Four Signal Metrics

Part 4 — Validate

"Measuring the wrong things with precision is worse than not measuring — it creates confidence in the wrong direction."

Where this sits in v2.0.0: this chapter is part of Part 4 — Validate. The four signal metrics — spec-gap rate, first-pass validation, cost per correct outcome, oversight load — are how the team knows the system is healthy in operation. They feed the closed loop at three time-scales: per-incident (an alert fires), per-sprint (the team rolls up the trajectory), per-quarter (the Discipline-Health Audit reviews the metrics' attention against the metrics theater anti-pattern). The three running scenarios all instantiate these four metrics with target trajectories.

Context

When agent-augmented development enters an organization, the instinct is to measure what is visible. Lines of code generated. Agent runs per day. Pull requests merged. Time-to-first-output. These are easy to count because they are produced as a side effect of normal operations.

Engineering leadership has historically measured teams using similar proxies — velocity, throughput, story points completed. These proxies were always imperfect. In agent-augmented practice, they become actively misleading.

An agent can produce 1,000 lines of code in four minutes against a bad spec. Every proxy metric — throughput, velocity, agent utilization — looks excellent. The system has done exactly what it was optimized to do, and the output is wrong in ways that will surface later.

This chapter defines the metrics that actually signal system health in an agent-augmented practice: what to measure, how to measure it, and what to do when the numbers are bad.

The Problem

The measurement problem has two layers.

The proxy problem. Traditional metrics measure production activity, not production quality. Increasing agent throughput while spec quality decreases is a coherent, common failure mode. The metrics look good; the system is degrading.

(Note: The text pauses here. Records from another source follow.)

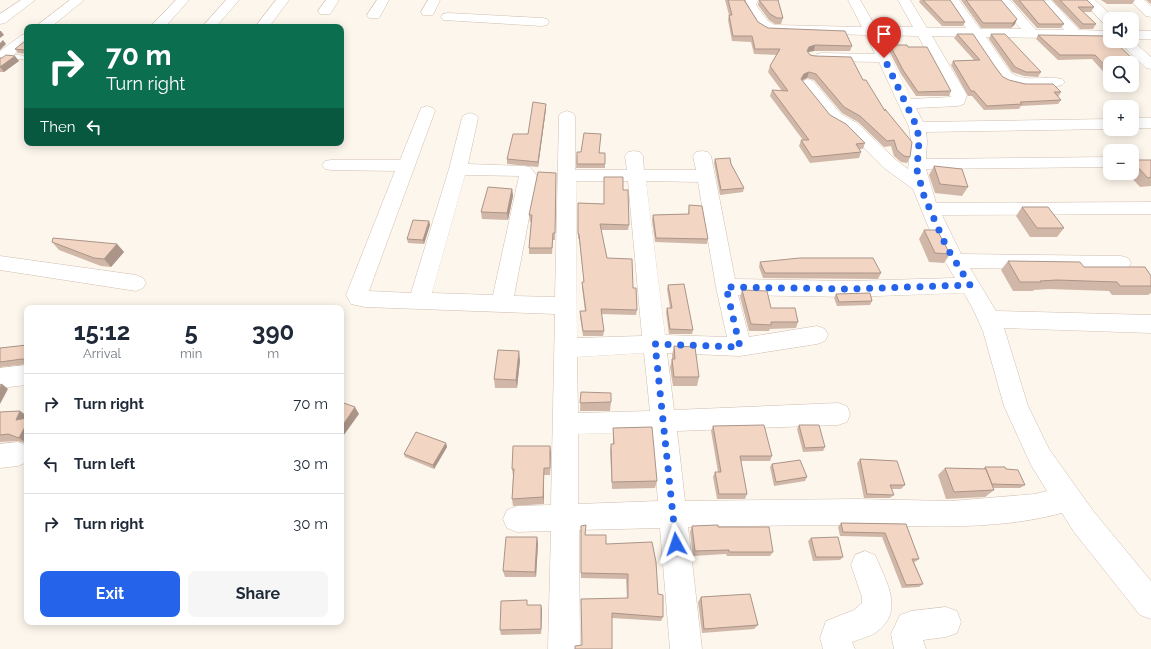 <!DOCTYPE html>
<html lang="en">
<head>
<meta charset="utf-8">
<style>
	body { margin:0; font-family:Raleway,sans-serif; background:#f6f6f7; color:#1f2937; height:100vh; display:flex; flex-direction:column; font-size:15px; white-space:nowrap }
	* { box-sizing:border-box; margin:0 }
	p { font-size:13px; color:#747a83 }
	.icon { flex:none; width:22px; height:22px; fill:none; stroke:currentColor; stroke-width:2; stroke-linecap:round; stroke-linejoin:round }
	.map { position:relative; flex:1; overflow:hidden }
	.details { position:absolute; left:24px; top:305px; width:320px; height:320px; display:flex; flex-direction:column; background:#fff; border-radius:8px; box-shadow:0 2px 10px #0003 }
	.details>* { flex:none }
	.banner { position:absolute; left:24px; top:24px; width:320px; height:122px; border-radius:8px; box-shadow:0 2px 10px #0003; background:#0b6e4f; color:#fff; overflow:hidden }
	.tools { position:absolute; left:1103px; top:12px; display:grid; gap:8px }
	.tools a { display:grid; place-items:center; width:36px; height:36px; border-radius:8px; background:#fff; box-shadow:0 2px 10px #0003; font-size:20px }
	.pin { position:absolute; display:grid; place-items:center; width:34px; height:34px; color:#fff; margin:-41px -17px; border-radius:50% 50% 50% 0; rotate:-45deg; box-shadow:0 0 4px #0007 }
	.pin .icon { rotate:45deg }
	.me { position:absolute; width:44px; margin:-22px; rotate:355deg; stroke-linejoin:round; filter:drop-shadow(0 0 3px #0008) }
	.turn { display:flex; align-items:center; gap:14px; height:84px; padding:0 16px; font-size:18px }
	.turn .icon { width:52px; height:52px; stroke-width:2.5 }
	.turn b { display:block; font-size:28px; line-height:34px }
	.then { display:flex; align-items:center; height:38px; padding:0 16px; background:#0003; gap:8px; font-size:15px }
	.eta { display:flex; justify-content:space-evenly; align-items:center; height:68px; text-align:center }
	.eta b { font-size:24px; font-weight:700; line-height:28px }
	.button { display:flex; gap:8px; margin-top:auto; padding:8px 16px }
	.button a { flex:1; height:46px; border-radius:8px; background:#2563eb; color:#fff; font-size:16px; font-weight:700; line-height:46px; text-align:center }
	.button a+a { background:#f6f6f7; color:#1f2937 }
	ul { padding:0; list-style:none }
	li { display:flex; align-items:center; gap:12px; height:60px; padding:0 16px; border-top:1px solid #e0e1e3 }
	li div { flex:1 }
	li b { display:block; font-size:15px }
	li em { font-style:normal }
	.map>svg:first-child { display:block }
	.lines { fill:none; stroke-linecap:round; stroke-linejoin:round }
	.service-casing { stroke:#d1beb0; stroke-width:1 }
	.minor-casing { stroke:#d1beb0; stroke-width:1 }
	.service { fill:#fff; fill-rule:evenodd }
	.minor { fill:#fff; fill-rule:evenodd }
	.wall { fill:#d1b7a8 }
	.shaded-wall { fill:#aa9588 }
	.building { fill:#f3d5c3; stroke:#aa9588 }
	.route { stroke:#2563eb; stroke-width:7; stroke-dasharray:0 12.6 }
</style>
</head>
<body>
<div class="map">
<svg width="1151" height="649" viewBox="0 0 1151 649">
	<rect width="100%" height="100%" fill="#fdf6ec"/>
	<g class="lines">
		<defs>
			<path id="service" d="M1,53l26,3v4l-26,-3z"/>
			<path id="minor" d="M21,0h14l-30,23 -5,1v-10z
				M70,0h14l-33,27h-16z
				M176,0h13l-24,27h-15z
				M226,0h13l-23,27h-14z
				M276,0h13l-20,27h-14z
				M326,0h13l-9,14h-10l-2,-3z
				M377,0h12l-10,18h-10l-2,-3z
				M428,0h12l-7,15h-10l-2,-3z
				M746,0h12l-2,5 12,16 7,4 87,2 -14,-27h12l16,27h37l-15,-27h12l17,28h39l-19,-28h12l21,29h41l-24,-29h13l26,30h28l-25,-29 12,-1 28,30 31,1v8l-124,-2 25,36c16,10 34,2 51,6l3,3 -3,3c-14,4 -48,5 -60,-5 -8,-7 -23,-33 -30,-43l-40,-1 35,59 -3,9 -6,2 -42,2 7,14 187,-3v10l-184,3 1,9 -1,18 184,-2v10l-184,2 10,34 215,-1v12l-209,1 19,39 160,2 7,2 3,5 -3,5 -7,2 -151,-2 26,43 155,4v18l-147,-5 24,78 21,43 45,63 57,69v38l-11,-4 -66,-83 -12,-19c-67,18 -136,13 -204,12 -57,0 -113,1 -170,2l14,122h-32l-10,-121 -81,2 1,119h-32l3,-118 -34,1 -10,-4 -4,-9 4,-9 10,-4 34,-1 4,-191 -190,-7 -14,-3 -5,-9 49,-124 -64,-1 -6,-1 -3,-4 3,-4 6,-1h69l21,-52 6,-2 6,2 2,3 -66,180 42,2 38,-124 13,-51 2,-3 6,-2 6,2 2,3 -10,46 56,2 6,1 7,9 -23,120 41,1 4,-181 2,-3 6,-2 6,2 2,3v54h52l-2,-14 3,-4 6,-1 6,1 3,4 1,14h52l-3,-14 3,-4 6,-1 6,1 3,4 4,20 20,103 115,2 105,-3 -18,-30 -24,-59 -29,-21 -39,-39 -16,-9 -29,-36 3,-3 5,-2 5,2 28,33 16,9 39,37 12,9 3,-28 -2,-14 -30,-65 -57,-1 -5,-1 -2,-3 2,-3 5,-1 53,1 -9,-19 -99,-3 -9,-5 -14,-22zM880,35l38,1 33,61 -40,2zM465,175l54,1 -26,119 -61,-2zM576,181h52l14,155 -65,2zM646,181l52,1 18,105 11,50 -62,-2zM964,293l9,16 10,22 21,75 27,59 16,26 -12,3 -84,7 -94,-2 -172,2 -8,-70 161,-6 9,-3 3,-8 -3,-8 -9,-3 -164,7 -7,-57 73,3 77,-12 8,-3 3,-6 -3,-6 -8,-3 -68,11 -11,-42 112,2zM644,353l6,58 -72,2 -1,-56zM652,432l6,69 -80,3v-70z
				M1082,0h13l20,19h-5v7l-5,-1z
				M1130,0h14l7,6v11l-5,-1z
				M448,13l94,5 5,1 2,3 -2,3 -5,1 -99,-6 -2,-3 2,-3z
				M1132,31h19v8h-19z
				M27,34v11l-22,16 -5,1v-11l22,-16z
				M1132,40l19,17v12l-5,-1 -28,-27z
				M1132,118h19v10h-19z
				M0,256l136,19 7,3 3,5 -3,5 -7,3 -136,-21z
				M27,365v20l-27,3v-20z
				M18,442l9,4v16l-9,4 -18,2v-24z
				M865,551l10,4c11,26 31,57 0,78 -6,4 -16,6 -23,9l3,7h-32l-3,-11 6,-17 28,-11 8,-7v-6l-11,-32 4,-10z
				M946,607l11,4 4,11 -4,11 -11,4 -23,3 3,9h-32l-3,-15 9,-19 11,-4z"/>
		</defs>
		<!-- service casing -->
		<use href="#service" class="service-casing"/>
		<!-- minor casing -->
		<use href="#minor" class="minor-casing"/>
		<!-- service -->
		<use href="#service" class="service"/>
		<!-- minor -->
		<use href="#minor" class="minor"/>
	</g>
	<!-- wall -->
	<path class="wall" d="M725,0h20l13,22 10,6 84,18 -2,5h-36l-6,1 2,3 53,25 47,77 -3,6 -6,-1 -7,-6 -3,-10 -7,1 -26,-25 -16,-9 -28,-33 -7,-2 -5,3 28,34 35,28 -2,6h-3l1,3 -2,6 -49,5 -11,-17 2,-6h2l-33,-44 2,-6 10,1 -14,-19 2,-6 7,-11 -23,-1 -3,-12 -19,-1 -4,-21 1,-5z
		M759,0h19l5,18 -2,6h-6l-6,-4 -11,-15z
		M920,0h30l15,22 -2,4h-21l-23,-24z
		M961,0h40l14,24 -4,4h-30z
		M1012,0h31l21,24 -3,4h-24z
		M1052,0h35l7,7 -3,5h-8l13,12 -3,5h-13z
		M1101,0h34l-3,4h-25z
		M1146,0h5v4z
		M957,34l39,34 7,9 6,3 52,12 -3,5 3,3 -3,4 -37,2 -2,3 -35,1 -12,-14h-4l-17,-31 2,-4 21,-1 -20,-22z
		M991,34l50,38 -3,5 -14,-1 -12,-4 -23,-33z
		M1038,35l97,26 -3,4v-2h-22v16l-18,-20 -34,1 -22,-21z
		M27,42v12l-9,-1 -3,-4z
		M890,45l18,2 43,44 -2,5h-33l-15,-22 -13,-25z
		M0,58l19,3 -15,11h-4z
		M1132,70l6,6 -3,4h-3z
		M546,109l-8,58 -31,-3v-5l21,-25z
		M577,152l28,1v15h-29z
		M715,159l16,5 13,24 -1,4 -23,3 -6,-32z
		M1132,160h19v26l-11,1 -13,-14h5z
		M934,166l34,21 -6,9 -27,-3 -6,-18z
		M556,173l-1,67h-2l-1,14h-23v-6l2,-26h-1l-1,-7z
		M512,189l1,7 -5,24 -26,-1 -1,-7z
		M623,190l6,35 -1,5h-27l6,28 26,30 4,22 -1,5 -35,-1 3,17 -1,5h-20l-3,-20v-5h5l-3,-24v-5h2l-5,-43h-1v-36l26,1z
		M689,205l19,34 -1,5 -52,-2 -3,-22 1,-5 35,-1z
		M1022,207l42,21 -7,9h-27l-14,-21z
		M429,221l1,4 -6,19 -16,-1 -1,-4z
		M924,230l26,24 -6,9 -15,-1 -10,-23z
		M52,242l65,2 7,8 -13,15 -10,-1 -42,-16z
		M1008,261l76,6 67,9v17l-3,2h-36l-3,-4 -60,-2 -15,1 -1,1h-20l-12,-21z
		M760,262l121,11 -3,6 -115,-1 -4,-11z
		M668,285l25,45 -1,4h-23l-3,-22 1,-4h3l-3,-19z
		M742,290l29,18 27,14 -2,6 -26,1 -1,2h-20l-9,-34z
		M836,294l36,7 -2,4 -33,1 -3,-8z
		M27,345v19l-27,3v-19z
		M674,346l25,31 -2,9h-24l-3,-19 2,-8v-4z
		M520,360l-3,28h-22l-1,-9z
		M581,392l30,10 -1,9h-30z
		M20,411l7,5v28l-9,-3 -18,1v-29z
		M799,425l26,22 -2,4 -20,1 -6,-23z
		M713,426l59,30 -2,5h-29l6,33 -2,5h-28l-4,-22 2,-5h3l-7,-41z
		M613,428l44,53 -2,7 -43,1 -2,-38 1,-7h2z
		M446,443l1,4 -13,22 -29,-12 -1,-3z
		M550,446v29h-6v29l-31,2 -1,-7 1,-23 -1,-7z
		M860,459l45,26 -4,4h-10l3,6 -4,3h-26l-7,-35z
		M772,464l35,13 -2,4 -31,5 -4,-19z
		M985,467l21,2 19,16 -5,3h-27l1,2 -9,7 -39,2 -8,-24 7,-7 38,1z
		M841,523l65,1 13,35 -4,3h-1l9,22 -4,3 -17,1 -20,-51 -42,-1 -2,-9z
		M581,526l4,9 21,9 52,50 5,23 -2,4 -49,-3 -31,27 46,-47 -1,-19 -45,-1z
		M692,526l26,1 55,25 -3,4h-43l-1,-2 -33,2 -3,-24z
		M537,537l1,7 -2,33h-31l-2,-6z
		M811,538l32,19 -3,3 -27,1 -5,-20z
		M701,597l57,28 -4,4 -52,4 -4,-31z
		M542,610l-1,24 -40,1 -1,-5z"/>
	<!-- shaded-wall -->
	<path class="shaded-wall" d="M1017,19l-2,5 -4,4 2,-5z
		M0,31h1l3,4 -4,3z
		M3,40l3,4 -6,6v-7z
		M815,45l-1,6 -6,1 -1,-1 2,-4z
		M27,47v7l-3,-4z
		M15,56l4,5 -15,11 -4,-5z
		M809,72l-2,6 -5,2 -3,5 2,-6 3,-5z
		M546,104v5l-8,58v-5z
		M512,189l1,7 -5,24 -1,-7z
		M429,221l1,4 -6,19 -1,-4z
		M117,244l7,8 -13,15 -7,-8z
		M519,351l1,9 -3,28 -1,-8z
		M2,384l6,5 -8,15v-15z
		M355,407l4,7 -18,25v-11z
		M20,411l7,5v7l-11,-3z
		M27,423v20l-8,-5z
		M446,443l1,4 -13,22 -1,-4z
		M550,446l1,7 -1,22z
		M544,468v36l-1,-7z
		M537,537l1,7 -2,33 -1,-5z
		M541,605l1,5 -1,24z"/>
	<!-- building -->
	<path class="building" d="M728,0h16l14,22 10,6 77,3 7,15 -37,-1 -6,2 -2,4 3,4 5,1 36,1 12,23h3l19,31v-2l27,33 -2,15 -6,-1 -7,-6 -3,-10 -7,1 -27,-25 -16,-9 -28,-33 -7,-2 -5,2 -3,5 29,36 16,9 19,19 -9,1 5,8 -49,5 -11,-17h8l-37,-50 16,1 -18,-25 10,-17h-25l-3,-13h-19l-4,-21h3z
		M759,0h19l5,18h-6l-7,-4z
		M923,0h27l15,22h-21z
		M966,0h35l16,19 -4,4h-30z
		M1019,0h24l21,24h-25z
		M1060,0h27l7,7h-16l18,17h-13z
		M957,34h16l23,34 7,9 6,3 16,4h28l8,8h-7l7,8 -41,2 2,2 -35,2 -13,-15h-3l-18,-30 27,-1z
		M991,34h14l36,38h-15l-11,-5z
		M1038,35l70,1 2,2v3h4l21,20h-12l3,2h-16v8l-15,-16h-35z
		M25,41l2,1v5l-3,3 -9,-1z
		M890,45h17l1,2h19l24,44 -33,1 -15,-22z
		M6,55l9,1 -15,11v-9h2z
		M1132,70l6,6 -6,-1z
		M533,102l13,2 -8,58 -31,-3 6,-25h15z
		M584,133l17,1 -2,19h6v11h-28v-12h4z
		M730,158l1,6 13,24 -23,2 -6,-31z
		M1132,160h19v17l-3,1 -16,-17z
		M934,166l28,3 6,18 -28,-3z
		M538,172l18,1 -1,60h-2l-1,15h-23l3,-33h-3z
		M604,177h19v13h5l1,35 -29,-1 7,34 25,1 1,29h3l1,22 -36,-1 3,22h-21l-3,-20h6l-4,-29h2l-5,-48h-1v-31l26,1z
		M488,187l24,2 -5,24 -26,-1z
		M689,205l13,1 6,33 -52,-1 -3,-23 36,-1z
		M1022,207h26l16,21h-27z
		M413,220l16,1 -6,19 -16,-1z
		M924,230h13l13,24 -15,-1z
		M53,238l64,6 -13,15 -10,-1 -42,-16z
		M800,258h73l8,15h-116l-5,-11z
		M1008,261l72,1 4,5h61l6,9v10h-31l-3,-4 -60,-2 -17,1 1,1h-21z
		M684,284l9,46 -23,-1 -3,-21h5l-4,-23z
		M742,290l25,1 4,17h24l3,14h-27v3l-20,-1z
		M870,293l2,8 -33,1 -3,-8z
		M27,345v15l-5,-1 -22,3v-14z
		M674,346l21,1 4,30h-25l-2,-18h3z
		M498,350l21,1 -3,29 -22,-1z
		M2,384l-2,5v-4z
		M581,392l30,1v9l-31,1z
		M341,402l14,5 -14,21z
		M20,411l-4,9 11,-2v5l-8,15 -11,-4 -8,1v-23z
		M764,425l8,31h-32l7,38h-28l-4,-22h6l-8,-46z
		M799,425h20l6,22 -20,1z
		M652,427l5,54 -45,1 -1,-38h3l-1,-16z
		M416,432l30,11 -13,22 -29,-11z
		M513,446h37v22h-6l-1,29 -31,2 2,-30h-2z
		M860,459l37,2 8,24h-15l4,10 -27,-1z
		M800,460l7,17 -31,5 -4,-18z
		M985,467h20l1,2 12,1 7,15 -33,-1z
		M945,468l41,1 8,21 -40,2z
		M841,523l65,1 13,35h-7l11,25 -17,1 -21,-52 -42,-1z
		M586,525l-1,10h21v9l46,-2 4,20 2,32 5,1v22l-51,-4v36h-37v-3l7,-1 -1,-46 47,-1v-24l-47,-1v-47z
		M718,525v2h51l4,25h-44v-2l-34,1 -3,-25z
		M506,537h31l-2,35 -32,-1z
		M838,537l5,20h-27l-5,-19z
		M750,594l8,31 -54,4 -3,-32z
		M527,600v5h14v24l-41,1 1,-29z"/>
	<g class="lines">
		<!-- route -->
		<path class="route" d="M676,544l-21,-200 85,3 -14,-60 124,2 120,-4 -23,-37 -23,-52 -7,-26 2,-29 -2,-14 -33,-69"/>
	</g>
</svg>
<div class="tools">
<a><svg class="icon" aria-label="sound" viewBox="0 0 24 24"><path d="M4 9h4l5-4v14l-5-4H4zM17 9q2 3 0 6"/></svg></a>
<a><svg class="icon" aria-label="search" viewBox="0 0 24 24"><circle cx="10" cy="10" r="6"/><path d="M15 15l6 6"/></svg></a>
<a>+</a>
<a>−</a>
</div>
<div class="pin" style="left:884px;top:58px;background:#d93025"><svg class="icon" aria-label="arrive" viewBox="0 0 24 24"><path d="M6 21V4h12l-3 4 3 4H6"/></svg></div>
<svg class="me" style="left:676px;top:544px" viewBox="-20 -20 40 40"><path d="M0-17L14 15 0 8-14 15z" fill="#2563eb" stroke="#fff" stroke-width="4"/></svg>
<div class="banner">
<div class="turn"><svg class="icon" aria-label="right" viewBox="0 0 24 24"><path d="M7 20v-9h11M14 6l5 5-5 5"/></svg><div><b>70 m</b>Turn right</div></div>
<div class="then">Then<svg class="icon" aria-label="left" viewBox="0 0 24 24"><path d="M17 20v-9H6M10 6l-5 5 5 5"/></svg></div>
</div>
<section class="details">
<div class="eta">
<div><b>15:12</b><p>Arrival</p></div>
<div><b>5</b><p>min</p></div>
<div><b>390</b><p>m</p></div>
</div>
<ul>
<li><svg class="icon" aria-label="right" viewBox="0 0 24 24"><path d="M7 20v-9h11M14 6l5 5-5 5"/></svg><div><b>Turn right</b></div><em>70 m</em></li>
<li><svg class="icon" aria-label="left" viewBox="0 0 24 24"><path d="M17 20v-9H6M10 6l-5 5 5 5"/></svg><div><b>Turn left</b></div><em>30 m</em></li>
<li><svg class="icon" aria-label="right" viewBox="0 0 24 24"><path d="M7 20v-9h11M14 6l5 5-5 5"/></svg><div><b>Turn right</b></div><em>30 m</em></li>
</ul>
<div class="button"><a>Exit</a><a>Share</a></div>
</section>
</div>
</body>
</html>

The signal inversion problem. Some metrics that look negative in a traditional reading are actually signals of system health in an agent-augmented practice. A growing Spec Gap Log entry count looks like "we're finding more problems." It is actually "our review process is working and our team is learning." Treating a growing gap log as a negative metric will cause teams to stop logging — which is much worse.

The measurement framework that follows distinguishes between performance metrics (lower is better after improvement) and health metrics (higher is better because they indicate an active improvement culture).

Forces

Proxy metrics vs. signal metrics. Lines of code, stories completed, and agent utilization rate are proxies. Spec gap rate, first-pass validation rate, and cost-per-correct-output are signals.
Health metrics vs. performance metrics. A growing spec gap log is healthy (the team is learning). A growing spec gap rate is unhealthy (specs are getting worse). Conflating these produces wrong conclusions.
Short-term measurement vs. long-term improvement. Weekly performance metrics create pressure to game them. Quarterly rolling averages reveal genuine improvement.
Individual accountability vs. system improvement. Metrics that blame individuals discourage reporting. Metrics that improve the system encourage learning.

The Solution

The Anti-Metrics: What Not to Measure

Before defining good metrics, eliminate the proxies that mislead:

Lines of code generated. Measures agent throughput. Inversely correlates with spec quality in many cases — a tight spec produces less redundant code. More code is not better code.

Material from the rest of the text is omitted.